El miércoles tuve la suerte de asistir a una demostración del arte de La Palma Africana, la Escuela de danza de Barranquilla, que me dio mucha luz sobre el origen de la cumbia. Hasta cuando los vi bailar en una de las salas de actos de La Parcería de Madrid, pensaba que este baile, el más universal de todos los generados en Colombia, tenía origen africano.
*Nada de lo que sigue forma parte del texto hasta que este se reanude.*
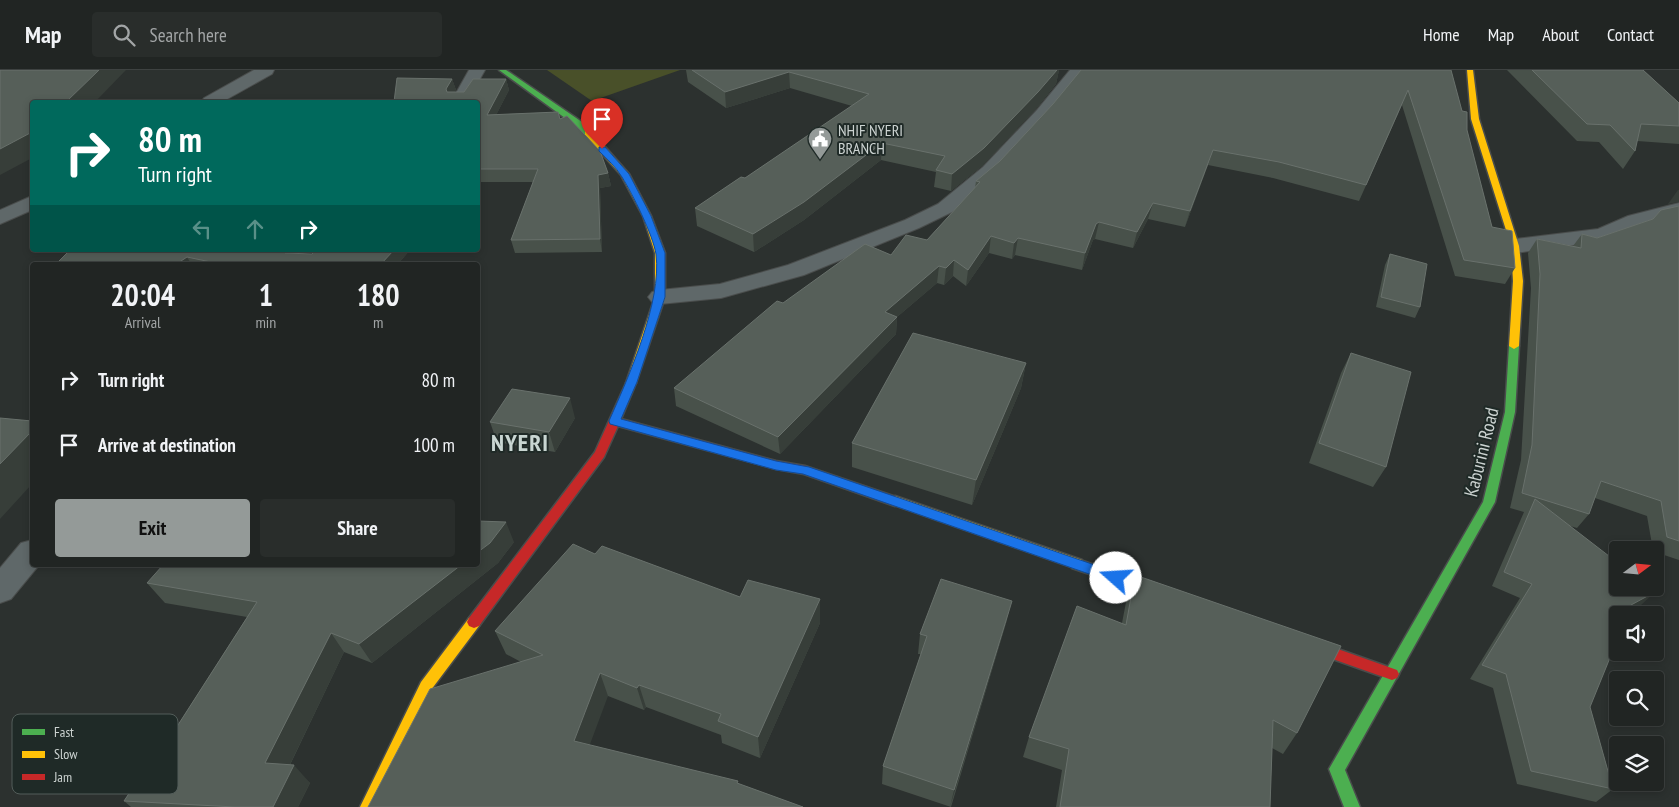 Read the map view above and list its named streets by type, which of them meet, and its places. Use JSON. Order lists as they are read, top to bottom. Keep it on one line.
{"streets":{"street":["Kaburini Road"]},"districts":["NYERI"],"places":{"public building":["NHIF NYERI BRANCH"]},"legend":["Fast","Slow","Jam"],"north":"right","page":{"header":"Map","search":"Search here","nav":["Home","Map","About","Contact"],"turn":["80 m","Turn right"],"eta":["20:04","Arrival","1","min","180","m"],"list":[{"name":"Turn right","value":"80 m"},{"name":"Arrive at destination","value":"100 m"}],"buttons":["Exit","Share"]}}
Pero después de verlos, a ellas con sus coloridos trajes de amplias faldas que les llegan hasta el suelo y a ellos vestidos enteramente de blanco, con sus pañuelos rojos y sus sombreros costeños, caí en la cuenta que ese origen tiene que ser matizado. Sobre todo, cuando se tiene delante una interpretación tan clásica, tan ortodoxa, de este baile y esta música excepcionales como la ofrecida en esta ocasión por los barranquilleros.
La cumbia es africana, pero no solo africana. En su coreografía es evidente la matriz española y más concretamente la contradanza, la versión peninsular de la contredanse francesa del siglo XVIII, que pronto se propagó por los dominios caribeños del imperio español. En Cuba la apropiación y reelaboración de este modelo dio lugar al danzón y en Cartagena de Indias a la cumbia. Y en ambos tuvo un papel decisivo el legado cultural africano. Que se nota en el empleo de los tambores, que imponen el ritmo que tensa la muy medida coreografía heredada de la contradanza y le da esa sonoridad grave que tan bien contrasta con la aguda de la gaita o de la flauta. Las maracas acentúan el sesgo aborigen.
El entusiasmo que me produjo el espectáculo me alcanzó hasta el punto de imaginar cómo fue que nació la cumbia en la Cartagena dieciochesca. Cuando en las alegres festividades de los cabildos afros, hubo músicos y bailarines que decidieron apropiarse del baile que por entonces estaban de moda en los salones palaciegos, donde se divertían los funcionarios coloniales, los traficantes de esclavos y los ricos comerciantes peninsulares e interpretarlo a su manera.
Lo hicieron en los barracones y en las calles y plazas sin empedrado del barrio de Getsemaní, vistiendo sus mejores galas e iluminándose con antorchas o velones a falta de las lámparas que iluminaban los salones de sus amos. Fue y es un ejemplo muy notable de lo que Fernando Ortiz llamó la transculturación. Que aún sigue, como lo demuestran las originales transformaciones que durante el último medio siglo ha experimentado la cumbia desde México hasta la Argentina.